The Bullet Monoplane or Alexander Eaglerock Bullet was a low wing cabin monoplane that was a departure from traditional biplane aircraft of the era.

==Design and development==
The Bullet was built at the beginning of the Great Depression. Company owner J Don Alexander said he was inspired by ducks tucking in their legs to build a retractable landing gear-equipped aircraft. The aircraft experienced stability problems in spin testing, killing two pilots. Few orders were delivered.

The Bullet was a low wing, cabin aircraft with retractable conventional landing gear. The fuselage was constructed with welded steel tubing and the wings were constructed with wooden spars and ribs, both with aircraft fabric covering.

==Operational history==
An Alexander Eaglerock Bullet competed in the 1929 National Air Races.
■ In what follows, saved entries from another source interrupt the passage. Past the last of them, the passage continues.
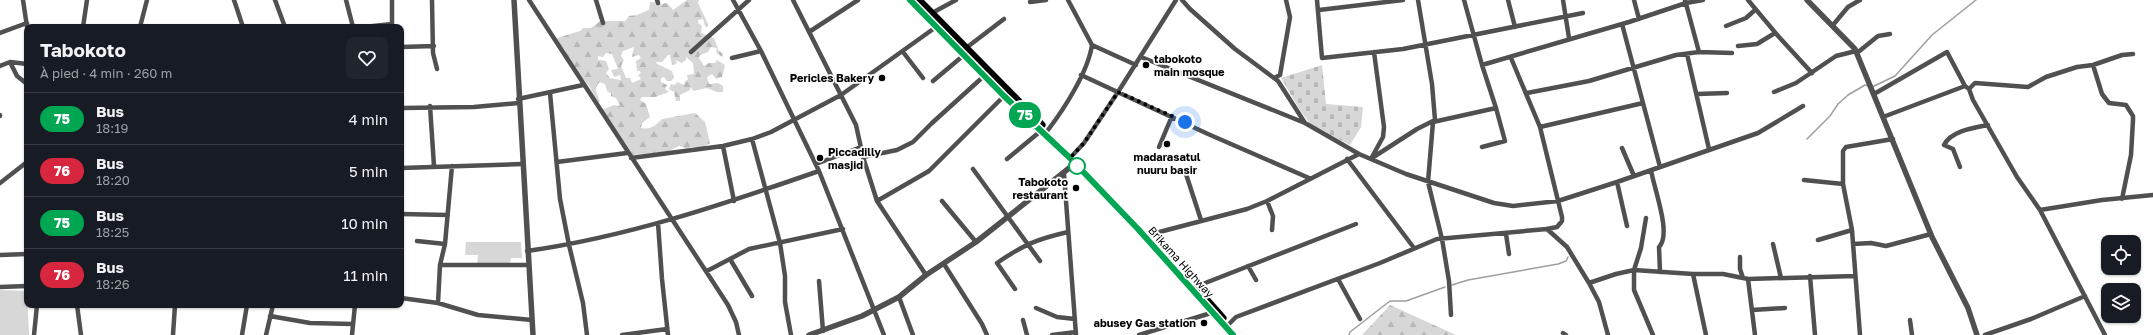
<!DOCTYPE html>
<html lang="fr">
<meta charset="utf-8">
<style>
:root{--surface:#171b24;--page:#20242c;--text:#f1f3f6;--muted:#9ea1a6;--line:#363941}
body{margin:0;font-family:"Golos Text",sans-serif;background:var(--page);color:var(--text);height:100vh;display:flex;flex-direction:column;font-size:15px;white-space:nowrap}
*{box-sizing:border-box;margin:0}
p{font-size:13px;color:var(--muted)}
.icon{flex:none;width:22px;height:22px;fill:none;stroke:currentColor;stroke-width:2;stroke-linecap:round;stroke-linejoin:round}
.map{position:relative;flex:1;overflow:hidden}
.side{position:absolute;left:24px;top:24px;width:380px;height:284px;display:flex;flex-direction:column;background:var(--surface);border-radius:8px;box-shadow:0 1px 3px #0004}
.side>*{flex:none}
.badge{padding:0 8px;border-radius:13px;font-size:14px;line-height:26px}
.buttons{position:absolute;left:2101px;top:235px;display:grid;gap:8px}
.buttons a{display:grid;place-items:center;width:40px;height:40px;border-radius:8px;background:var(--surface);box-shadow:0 1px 3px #0004;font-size:20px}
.you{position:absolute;width:20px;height:20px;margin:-10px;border:3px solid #fff;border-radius:50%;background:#1a73e8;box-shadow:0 0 0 6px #1a73e833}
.map>.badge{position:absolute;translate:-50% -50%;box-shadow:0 0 0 2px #fff}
.round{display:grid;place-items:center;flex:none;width:42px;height:42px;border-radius:8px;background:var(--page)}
.summary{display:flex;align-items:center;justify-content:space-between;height:68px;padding:0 16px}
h1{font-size:19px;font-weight:700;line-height:30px}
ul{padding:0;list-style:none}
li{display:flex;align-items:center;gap:12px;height:52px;padding:0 16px;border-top:1px solid var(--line)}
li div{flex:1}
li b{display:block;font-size:15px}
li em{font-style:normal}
li .badge{min-width:44px;font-weight:700;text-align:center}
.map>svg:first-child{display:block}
</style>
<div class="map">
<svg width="2153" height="335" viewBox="0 0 2153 335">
<defs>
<pattern id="forest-firs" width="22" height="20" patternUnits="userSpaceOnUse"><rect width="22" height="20" fill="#d7d7d7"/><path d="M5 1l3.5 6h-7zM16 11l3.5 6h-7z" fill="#b7b7b7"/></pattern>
<pattern id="cemetery-stones" width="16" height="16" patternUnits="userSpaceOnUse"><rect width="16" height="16" fill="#d7d7d7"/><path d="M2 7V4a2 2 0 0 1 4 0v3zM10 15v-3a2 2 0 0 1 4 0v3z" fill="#b7b7b7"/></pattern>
</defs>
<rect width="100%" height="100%" fill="#fff"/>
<path fill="url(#forest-firs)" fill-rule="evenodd" d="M687,0H699L698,3L708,24L707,27L705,26L703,19L698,20V23L702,26L701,33L714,38L719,51L723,53L722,57L716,52L717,48L711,47L708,52L700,55L699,58L704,66L709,63H715L717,60L725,65L722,77L716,79L712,74L707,77L709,84L718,83L723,86V92H717L707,88L693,91L691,87L690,90L680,95V101H676L674,92L669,89L671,84L675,85L677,82L684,85L685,81L688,80L687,75L694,74L693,63L686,57V60L682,63L675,60L677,63L674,65H672L670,55H668L662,62H656L657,64L672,71L674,78L671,81H667L664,77L661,78V82L667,85L665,89L669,92L655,97H642L640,100L646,104L650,117L642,123L641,128C651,130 656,125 662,119L695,113L705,122L710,143L702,148L690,147L688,149L679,146L667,152L633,155L602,110L614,105L620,106L616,98L611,96V93L607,91L605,84L600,82C593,88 597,94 600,101L598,103L590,87L569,62C569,53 562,46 556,41L557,38L580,31L583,28H591L600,21H625L629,16L637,15L649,10L650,2H654L657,5L667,3L673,10ZM634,47L632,57L639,55L641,58L636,61L637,71H640L641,73L638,75L641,79L632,83L630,78H626L621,66L624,60L621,56L623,51ZM606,53L612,54L618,69L611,70L614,77L620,75L621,80L610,78L606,73L609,69L606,61L598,60V56L603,57Z
M1390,305L1456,335H1362Z"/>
<path fill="url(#cemetery-stones)" d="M1322,65L1326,104L1363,107L1361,127L1350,145L1311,125L1300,110L1281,78Z"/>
<path fill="#d7d7d7" d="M466,242H521L522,258H511L510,264H477L478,255H465Z
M0,290L27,291L29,335H0Z"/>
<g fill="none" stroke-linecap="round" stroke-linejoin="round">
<path stroke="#9e9e9e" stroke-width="1.5" d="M1872,87L1895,76L1932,35L1976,0
M1807,139L1830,116L1838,104L1848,95L1865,85L1869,86
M1452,285L1468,280L1558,264L1566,261L1568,257
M1349,335L1350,332L1390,301H1406L1445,287"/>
<defs>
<path id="trunk" d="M910,0L984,76L1070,158L1138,229L1233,335
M919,0L1042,125
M1199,291L1223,318"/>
</defs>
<use href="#trunk" stroke="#dbdbdb" stroke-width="8"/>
<path stroke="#505050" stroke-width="4.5" d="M23,0L27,27
M234,0L243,27
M275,0L285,27
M346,0L353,27
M432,0L433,53L437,69
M529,0L728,305L736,322L739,335
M596,0L603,23
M657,0L658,3
M733,0L761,51L819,171L884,335
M793,0L856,125L863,157L877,201L926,275
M1068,0L1092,45L1136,65
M1182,0L1190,9L1235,49L1278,81L1305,123
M1317,0L1322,58L1403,49L1583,13
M1464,0L1482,65L1496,108L1505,141L1482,147
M1508,0L1515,27
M1563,0L1569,38
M1634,0L1639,19
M1685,0L1699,52
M1748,0L1779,37L1812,73
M1030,2L1046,0
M1319,10L1403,0
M932,13L956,0
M1622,24L1660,167
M1833,25L1848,7L1860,0
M1726,26L1746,18L1755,10
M83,27L87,0
M140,27L147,0
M364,27L392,24
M392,27V0
M809,32L858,0
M0,33L27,23
M1738,46L1757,44L1775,33
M401,47L434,46
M966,48L1004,19
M691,52L749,0
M903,52L923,78
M1857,53L1878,36L1890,34
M1687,54L1709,149
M1141,57L1305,123L1359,154L1406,174L1494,203L1513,206L1558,201L1617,182L1758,133L1803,106
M732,58L761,51
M10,62L17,76L27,84
M1482,65L1629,22L1686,3L1703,0
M2093,65L2102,94L2109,103L2126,105L2133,116V120L2131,155L2122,199
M0,66L10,62L27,64
M1081,75L1208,134L1309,178
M1274,78L1280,75L1290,17L1286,0
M933,81L964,55
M1774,92L1796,83L1836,56L1856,51
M550,93L560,199L569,245L583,303L587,335
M1527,93L1589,81L1676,55L1699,52L1732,53
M1697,94L1727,93
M1874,94L1947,52L1965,86L1969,89
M518,99L583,85
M430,106L434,166
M401,108L474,107L519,103
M0,115V116
M1883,117L1965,86
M1540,127L1643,103
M1048,130C1064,109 1088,72 1092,45
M752,139L780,243L785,276V302L791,335
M723,146L734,201
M1159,147L1172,116
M1622,148L1634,176
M863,157L897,150L913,142L932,123L984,76
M1372,157L1383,137L1384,127L1374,52
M631,158L723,146L752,139L771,132L841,95L936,27
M1070,158L1084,143L1118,92L1176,0
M1372,158L1417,129L1435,120L1432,84L1418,0
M1007,159L1042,130
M1347,159L1414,248
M557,162L627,153
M816,164L861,147
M1960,167L1953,149L1944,145C1951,131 1973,128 1988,125
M401,168L522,164
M973,169L1040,261
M1651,170C1654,189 1672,234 1659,247L1660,272
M1185,171L1201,220
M1064,174L1076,335
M1804,180L1843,184
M1617,182L1627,226
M0,183L27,162
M877,201L929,171L1004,96
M942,201L976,242
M1267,201L1273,216L1272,230
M2040,210L2017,177L1973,100L1969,89L1975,83L2028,87L2046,77L2077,67L2093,65L2122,55L2133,54
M401,214L448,215
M1646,218L1641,248L1634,270V290L1653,335
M658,223L662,279L668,335
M1547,229L1567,247L1589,283L1599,302L1608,335
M1506,234L1509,254
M1148,235L1247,209L1267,201L1359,154
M1818,240L1852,230
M417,241L445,244
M1773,244L1781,278
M1853,244L1871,243L1886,246L1931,234L1932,237
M527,251C627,237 724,204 819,171
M0,255L27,254
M1740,257V269L1743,278
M730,259L752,296
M944,264L982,324L987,335
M440,265L445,244L452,166
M1248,266L1256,280
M707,271L749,249L843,229
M1810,276L1815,335
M1338,279L1360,319
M1748,279L1755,335
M819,281L823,331
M1589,283L1616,274L1634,270L1693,274
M0,287L27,286
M1195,287L1356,224
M1015,289L997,263C1023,245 1037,239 1068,232
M899,297L913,335
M401,298L438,303L478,315L532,320
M438,303L440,265H527
M77,305L81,335
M1036,308L1057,317L1075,319
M1752,310L1785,308
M1451,315L1449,281L1442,239L1428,182L1433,122L1496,108
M270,316L310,323L352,324
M1023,320L1027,335
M1910,320L1912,335
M1229,324L1236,317L1380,263L1437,239L1547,229L1557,227L1562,221V217L1540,127L1511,58
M1563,333L1566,335
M34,335L37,305
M173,335L175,305
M242,335L247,305
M266,335L273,305
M352,335L355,305
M622,335L667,329
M1052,335L1076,332
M1139,335L1211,313
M1706,335L1693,274H1723L1748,279L1855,276
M1860,335L1852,230L1843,184V151L1846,147L1893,139
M1985,335L2031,319L2085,296
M2105,335L2040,210L2102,200L2153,195"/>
<path stroke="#505050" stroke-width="5.5" d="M514,0L533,335
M1807,0L1855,49L1932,237L1968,308L1977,335
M809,335L862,316L899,297L926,275L976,242L1078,161"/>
<use href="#trunk" stroke="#000" stroke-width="7"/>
</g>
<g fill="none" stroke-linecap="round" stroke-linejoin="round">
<defs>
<path id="line" d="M910,0L1004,96L1070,158L1138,229L1233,335"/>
</defs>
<use href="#line" stroke="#fff" stroke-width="9"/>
<use href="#line" stroke="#00a651" stroke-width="6"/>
<path stroke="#000" stroke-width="4" stroke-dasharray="0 7.2" d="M1077,166L1070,158L1084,143L1118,92L1185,122"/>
</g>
<g fill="#000" stroke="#fff" stroke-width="1.5">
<circle cx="1146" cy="65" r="4"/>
<circle cx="882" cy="78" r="4"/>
<circle cx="1167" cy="144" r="4"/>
<circle cx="820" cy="158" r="4"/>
<circle cx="1076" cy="188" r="4"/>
<circle cx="1204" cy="323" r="4"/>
</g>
<circle fill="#fff" stroke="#00a651" stroke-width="2" cx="1077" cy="166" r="8"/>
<g text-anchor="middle" stroke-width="3.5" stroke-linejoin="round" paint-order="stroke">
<g font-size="11" font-weight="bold" fill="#000" stroke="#fff" text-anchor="end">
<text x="1154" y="63" text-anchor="start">tabokoto<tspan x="1154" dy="13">main mosque</tspan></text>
<text x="874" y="82">Pericles Bakery</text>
<text x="828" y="156" text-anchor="start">Piccadilly<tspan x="828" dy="13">masjid</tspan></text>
<text x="1167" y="161" text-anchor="middle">madarasatul<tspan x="1167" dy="13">nuuru basir</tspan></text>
<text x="1068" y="186">Tabokoto<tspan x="1068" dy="13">restaurant</tspan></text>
<text x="1196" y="327">abusey Gas station</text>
</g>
<g font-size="11" fill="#000" stroke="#fff">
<text transform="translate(1181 262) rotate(48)" y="4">Brikama Highway</text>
</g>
</g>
</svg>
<div class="buttons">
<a><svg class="icon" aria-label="locate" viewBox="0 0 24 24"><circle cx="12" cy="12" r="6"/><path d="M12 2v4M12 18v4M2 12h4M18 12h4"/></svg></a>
<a><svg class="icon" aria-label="layers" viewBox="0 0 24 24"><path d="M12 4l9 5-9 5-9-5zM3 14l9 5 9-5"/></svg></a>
</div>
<div class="you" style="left:1185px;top:122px"></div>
<b class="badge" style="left:1025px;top:115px;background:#00a651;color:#fff">75</b>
<section class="side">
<div class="summary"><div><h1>Tabokoto</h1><p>À pied · 4 min · 260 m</p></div><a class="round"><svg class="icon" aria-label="heart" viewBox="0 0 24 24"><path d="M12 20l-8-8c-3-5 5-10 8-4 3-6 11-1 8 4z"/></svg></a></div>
<ul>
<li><span class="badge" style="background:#00a651;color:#fff">75</span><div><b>Bus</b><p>18:19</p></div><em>4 min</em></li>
<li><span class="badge" style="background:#d7263d;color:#fff">76</span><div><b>Bus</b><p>18:20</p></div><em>5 min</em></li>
<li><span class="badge" style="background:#00a651;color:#fff">75</span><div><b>Bus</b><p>18:25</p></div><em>10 min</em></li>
<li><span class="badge" style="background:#d7263d;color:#fff">76</span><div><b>Bus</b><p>18:26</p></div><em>11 min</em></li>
</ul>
</section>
</div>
Female pilot Jessie "Chubbie" Keith-Miller won two transcontinental air races piloting an Alexander Eaglerock Bullet.

==Variants==
Data from: Aerofiles
- Eaglerock Bullet C-1
Powered by a Wright J-6 Whirlwind
- Eaglerock Bullet C-3
Powered by a Kinner K-5
- Eaglerock Bullet C-4
Powered by a 165 hp Wright J-6 5-cylinder radial (optional 165 hp Comet 7-E or 150 hp Axelson-Floco B)
- Eaglerock Bullet C-5
Powered by a 165 hp Wright J-6 5-cylinder radial (optional 165 hp Comet 7-E or 150 hp Axelson-Floco B)
- Eaglerock Bullet C-7
Aerodynamically improved - ATC#318 issued on 6 May 1930.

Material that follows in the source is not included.